Letting Go of Fear? Nah.
At the start of the year, I set an intention to let go of fear. I even wrote a blog about it.
Why? Because I was tired of fear continuously showing up in my life. I still had…
Fear in the water. I struggled with asserting myself in the surf lineup.
Fear on the road. I was nervous to start riding my moto around town.
Fear in relationships. I felt uncomfortable saying the thing when it needs to be said.
Fear around visibility. I felt lost marketing my book with heart and honesty.
I was ready to be bolder. Louder. More seen.
And I blamed fear for standing in the way.
Before I had a chance to explore my relationship with fear and further, my body started screaming for attention.
I came down with a UTI that quickly escalated into a severe kidney infection that required strong antibiotics, urgent testing, and a lot of unknowns.
When Fear Shows Up in the Body
It’s a…KIDNEY INFECTION
Navigating doctor visits in a foreign country, managing side effects, and watching worst-case scenarios spiral through my mind, I did what I always do when my body is asking for attention: I googled the spiritual meaning of kidney issues. I personally believe that our bodies hold a LOT of wisdom and oftentimes our physical ailments are trying to teach us something.
That’s when I read that in Chinese medicine, the kidneys house Zhi, the spirit of willpower and deep resolve, and fear is the emotion believed to slowly drain that vital energy when it goes unprocessed.
Medically, the kidneys filter the blood, clearing waste and excess while retaining what’s essential.
Symbolically, they filter fear.
At first, I was confused. Hadn’t I just decided to let that shit go?
But the longer I sat with it, the clearer something became.
Fear hadn’t been bullying me.
It wasn’t punishing me.
And it wasn’t evidence that I was off track.
Fear was preparing me for a bolder, more compassionate version of myself — expanding my capacity to hold space for others without losing my own grounding.
What I Got Wrong About Fear
Sitting with this, I realized something important about myself:
I am not someone who avoids action because of fear.
I surf. I travel solo. I start businesses. I publish books. I ride motorcycles. I build a life outside the norm.
Yes, I feel fear.
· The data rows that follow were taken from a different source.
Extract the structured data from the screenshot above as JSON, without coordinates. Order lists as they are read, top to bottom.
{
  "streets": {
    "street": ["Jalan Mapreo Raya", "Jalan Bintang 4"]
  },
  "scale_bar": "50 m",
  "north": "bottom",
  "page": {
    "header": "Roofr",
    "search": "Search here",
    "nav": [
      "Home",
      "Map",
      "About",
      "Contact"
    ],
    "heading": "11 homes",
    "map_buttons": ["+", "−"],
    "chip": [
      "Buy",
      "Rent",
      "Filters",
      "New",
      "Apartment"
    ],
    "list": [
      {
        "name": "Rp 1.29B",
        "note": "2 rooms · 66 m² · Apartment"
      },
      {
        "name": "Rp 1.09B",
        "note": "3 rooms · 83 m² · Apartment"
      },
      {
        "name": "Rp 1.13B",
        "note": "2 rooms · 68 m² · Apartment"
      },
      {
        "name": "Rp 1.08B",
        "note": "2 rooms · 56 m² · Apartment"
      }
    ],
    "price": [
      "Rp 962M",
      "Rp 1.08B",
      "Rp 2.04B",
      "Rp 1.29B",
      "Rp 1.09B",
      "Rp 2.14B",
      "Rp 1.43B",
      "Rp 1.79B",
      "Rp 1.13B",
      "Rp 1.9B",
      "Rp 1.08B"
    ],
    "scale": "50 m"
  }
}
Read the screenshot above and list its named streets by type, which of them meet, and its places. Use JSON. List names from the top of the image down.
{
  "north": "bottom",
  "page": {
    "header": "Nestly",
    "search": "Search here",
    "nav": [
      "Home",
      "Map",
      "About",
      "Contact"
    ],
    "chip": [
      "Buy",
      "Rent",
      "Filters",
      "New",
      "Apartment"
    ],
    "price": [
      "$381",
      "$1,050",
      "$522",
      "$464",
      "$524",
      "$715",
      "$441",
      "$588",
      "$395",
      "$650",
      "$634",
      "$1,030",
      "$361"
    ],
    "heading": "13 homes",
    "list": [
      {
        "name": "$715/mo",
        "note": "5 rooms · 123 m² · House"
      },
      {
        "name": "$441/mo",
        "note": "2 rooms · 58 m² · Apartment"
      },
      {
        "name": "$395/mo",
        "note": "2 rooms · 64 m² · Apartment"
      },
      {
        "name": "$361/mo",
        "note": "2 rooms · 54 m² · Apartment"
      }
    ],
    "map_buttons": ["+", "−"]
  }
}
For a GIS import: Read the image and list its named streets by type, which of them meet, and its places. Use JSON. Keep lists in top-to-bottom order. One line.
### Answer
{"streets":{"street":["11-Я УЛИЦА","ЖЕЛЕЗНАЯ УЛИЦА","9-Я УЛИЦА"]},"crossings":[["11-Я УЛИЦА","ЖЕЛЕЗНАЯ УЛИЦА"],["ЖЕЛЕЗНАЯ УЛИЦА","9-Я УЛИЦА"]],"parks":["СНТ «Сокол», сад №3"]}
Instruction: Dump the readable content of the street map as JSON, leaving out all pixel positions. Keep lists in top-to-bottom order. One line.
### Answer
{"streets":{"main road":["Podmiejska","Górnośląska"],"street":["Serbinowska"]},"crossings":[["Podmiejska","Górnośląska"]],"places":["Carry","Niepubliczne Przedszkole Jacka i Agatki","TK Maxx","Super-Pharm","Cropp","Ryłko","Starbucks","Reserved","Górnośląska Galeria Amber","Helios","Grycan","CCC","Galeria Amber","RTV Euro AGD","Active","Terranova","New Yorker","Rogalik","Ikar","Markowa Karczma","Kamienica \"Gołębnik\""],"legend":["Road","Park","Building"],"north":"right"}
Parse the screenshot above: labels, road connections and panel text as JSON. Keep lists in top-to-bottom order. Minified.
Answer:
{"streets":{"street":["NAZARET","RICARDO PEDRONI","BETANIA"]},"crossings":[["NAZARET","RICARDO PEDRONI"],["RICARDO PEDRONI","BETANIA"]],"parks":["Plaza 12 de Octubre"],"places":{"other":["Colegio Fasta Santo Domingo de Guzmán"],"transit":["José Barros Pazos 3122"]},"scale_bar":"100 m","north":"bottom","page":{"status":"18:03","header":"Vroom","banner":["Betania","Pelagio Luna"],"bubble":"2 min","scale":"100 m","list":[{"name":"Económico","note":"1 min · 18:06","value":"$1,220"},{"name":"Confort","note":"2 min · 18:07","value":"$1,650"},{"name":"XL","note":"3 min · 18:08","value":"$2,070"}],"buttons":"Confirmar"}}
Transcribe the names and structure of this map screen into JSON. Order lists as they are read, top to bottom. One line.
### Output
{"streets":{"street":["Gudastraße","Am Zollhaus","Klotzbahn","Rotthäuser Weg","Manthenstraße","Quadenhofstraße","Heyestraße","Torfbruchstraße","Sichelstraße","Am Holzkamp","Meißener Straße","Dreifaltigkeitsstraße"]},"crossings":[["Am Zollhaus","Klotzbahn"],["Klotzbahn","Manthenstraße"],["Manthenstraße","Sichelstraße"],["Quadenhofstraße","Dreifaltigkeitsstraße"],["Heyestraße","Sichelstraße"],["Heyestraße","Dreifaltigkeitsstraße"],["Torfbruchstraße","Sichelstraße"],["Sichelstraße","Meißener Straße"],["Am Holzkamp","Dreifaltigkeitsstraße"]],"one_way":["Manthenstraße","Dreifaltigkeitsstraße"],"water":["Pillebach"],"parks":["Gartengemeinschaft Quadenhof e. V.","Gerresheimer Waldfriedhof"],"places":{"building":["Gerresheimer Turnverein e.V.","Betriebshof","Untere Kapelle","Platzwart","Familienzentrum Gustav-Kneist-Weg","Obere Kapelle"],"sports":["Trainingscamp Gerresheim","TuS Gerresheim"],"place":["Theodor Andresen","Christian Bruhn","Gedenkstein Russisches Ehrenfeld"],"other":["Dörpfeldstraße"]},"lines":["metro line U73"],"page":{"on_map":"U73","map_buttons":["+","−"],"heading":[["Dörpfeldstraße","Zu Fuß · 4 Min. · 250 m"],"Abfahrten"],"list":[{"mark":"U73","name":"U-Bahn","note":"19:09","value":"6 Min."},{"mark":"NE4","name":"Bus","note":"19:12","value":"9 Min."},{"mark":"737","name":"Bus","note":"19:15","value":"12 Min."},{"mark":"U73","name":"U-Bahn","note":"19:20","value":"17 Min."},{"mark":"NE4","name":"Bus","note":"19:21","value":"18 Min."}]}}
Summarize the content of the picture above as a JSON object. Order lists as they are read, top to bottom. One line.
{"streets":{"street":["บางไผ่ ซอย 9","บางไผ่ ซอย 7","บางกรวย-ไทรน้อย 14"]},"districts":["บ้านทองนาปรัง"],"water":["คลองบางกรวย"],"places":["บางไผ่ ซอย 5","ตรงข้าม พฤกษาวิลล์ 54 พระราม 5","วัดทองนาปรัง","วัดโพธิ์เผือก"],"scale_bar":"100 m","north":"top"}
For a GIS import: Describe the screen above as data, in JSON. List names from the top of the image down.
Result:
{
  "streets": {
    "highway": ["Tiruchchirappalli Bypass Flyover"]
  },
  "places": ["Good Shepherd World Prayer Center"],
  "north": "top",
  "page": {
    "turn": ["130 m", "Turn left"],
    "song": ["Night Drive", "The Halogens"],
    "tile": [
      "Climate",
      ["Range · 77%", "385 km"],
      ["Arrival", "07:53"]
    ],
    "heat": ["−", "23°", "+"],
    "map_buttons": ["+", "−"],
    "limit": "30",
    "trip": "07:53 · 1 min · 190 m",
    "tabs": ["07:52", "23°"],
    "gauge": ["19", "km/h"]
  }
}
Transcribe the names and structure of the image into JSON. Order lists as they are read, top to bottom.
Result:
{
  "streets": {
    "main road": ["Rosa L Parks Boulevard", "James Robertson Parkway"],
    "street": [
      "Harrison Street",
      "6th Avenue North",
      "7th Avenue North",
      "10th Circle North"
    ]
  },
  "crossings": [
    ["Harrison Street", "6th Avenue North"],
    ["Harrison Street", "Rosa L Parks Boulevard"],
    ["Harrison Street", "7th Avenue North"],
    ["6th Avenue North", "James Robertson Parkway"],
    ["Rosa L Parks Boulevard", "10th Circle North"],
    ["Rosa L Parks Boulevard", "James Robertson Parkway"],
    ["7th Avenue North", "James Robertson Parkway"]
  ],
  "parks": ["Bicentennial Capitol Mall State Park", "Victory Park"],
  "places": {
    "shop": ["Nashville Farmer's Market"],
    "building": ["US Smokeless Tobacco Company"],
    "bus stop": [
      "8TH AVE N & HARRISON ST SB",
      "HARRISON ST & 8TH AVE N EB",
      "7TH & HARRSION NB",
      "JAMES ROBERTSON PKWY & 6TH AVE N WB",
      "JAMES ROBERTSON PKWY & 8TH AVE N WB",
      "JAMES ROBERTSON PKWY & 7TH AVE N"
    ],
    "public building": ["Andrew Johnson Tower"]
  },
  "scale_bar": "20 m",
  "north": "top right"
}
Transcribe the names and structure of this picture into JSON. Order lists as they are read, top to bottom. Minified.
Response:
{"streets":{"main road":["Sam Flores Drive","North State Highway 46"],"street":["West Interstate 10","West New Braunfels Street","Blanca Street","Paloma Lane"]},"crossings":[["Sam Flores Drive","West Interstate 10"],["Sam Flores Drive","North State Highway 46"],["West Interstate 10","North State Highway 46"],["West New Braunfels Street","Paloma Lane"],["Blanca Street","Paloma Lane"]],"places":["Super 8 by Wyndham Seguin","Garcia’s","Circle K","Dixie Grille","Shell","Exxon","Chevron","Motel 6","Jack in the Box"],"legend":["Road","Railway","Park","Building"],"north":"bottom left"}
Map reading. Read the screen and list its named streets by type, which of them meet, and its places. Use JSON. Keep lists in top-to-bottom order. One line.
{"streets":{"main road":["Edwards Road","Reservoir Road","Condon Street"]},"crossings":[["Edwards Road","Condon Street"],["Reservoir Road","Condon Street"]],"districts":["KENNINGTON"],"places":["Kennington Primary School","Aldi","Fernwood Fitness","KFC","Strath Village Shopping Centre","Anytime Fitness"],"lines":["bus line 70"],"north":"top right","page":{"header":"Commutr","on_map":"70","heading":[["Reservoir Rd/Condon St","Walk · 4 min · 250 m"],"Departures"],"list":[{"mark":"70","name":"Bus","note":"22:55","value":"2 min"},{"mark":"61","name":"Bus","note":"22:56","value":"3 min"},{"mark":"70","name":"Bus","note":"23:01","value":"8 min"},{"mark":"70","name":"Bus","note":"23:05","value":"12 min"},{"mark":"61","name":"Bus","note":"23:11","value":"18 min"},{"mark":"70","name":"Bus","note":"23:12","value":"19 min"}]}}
Yes, anxiety sometimes keeps me up at night.
But I have never let fear stop me from doing what my soul truly wants.
What fear does do is slow me down.
It asks me to assess: Is this something I truly desire?
And if the answer is yes, it invites me to:
Practice more
Reach out for help from those who have achieved what I desire
Build skill before leaping
Take calculated risks, not impulsive ones
There’s wisdom in that.
Maybe fear was never the thing to release. Maybe it was self-doubt and self-criticism that had been weighing me down all along.
Fear and the Matrix
This is where it clicked.
When you start exiting the matrix, the expectations, timelines, and inherited definitions of success, fear will show up.
Not because you’re failing.
Not because you made the wrong choice.
But because you’re stepping into the unknown without the usual safety nets.
The matrix teaches us that fear means:
You’re irresponsible — better stay in line and do what others have done.
You’re unstable — stay in the job you hate so you can eventually retire.
You’re doing something wrong — don’t deviate from the path laid out for you.
But in reality, fear often means:
You’re learning new skills and expanding your capacity.
You’re breaking generational patterns and refusing a life you didn’t choose.
You’re listening to your heart instead of blindly following the herd.
Feeling fear doesn’t mean you’re off track.
It means you’re navigating a more authentic path….consciously.
So What Am I Actually Letting Go Of?
Not fear.
I’m letting go of the belief that fear is a problem to be fixed.
I’m letting go of the idea that courage means being fearless.
I’m letting go of rushing myself to prove bravery.
I’m letting go of the story that discomfort equals danger.
Fear isn’t my enemy.
It’s a signal.
A pause.
A moment to listen before I move.
And maybe the most matrix-breaking thing of all is trusting myself enough to move forward with fear beside me — not behind me.
That’s not weakness. That’s freedom.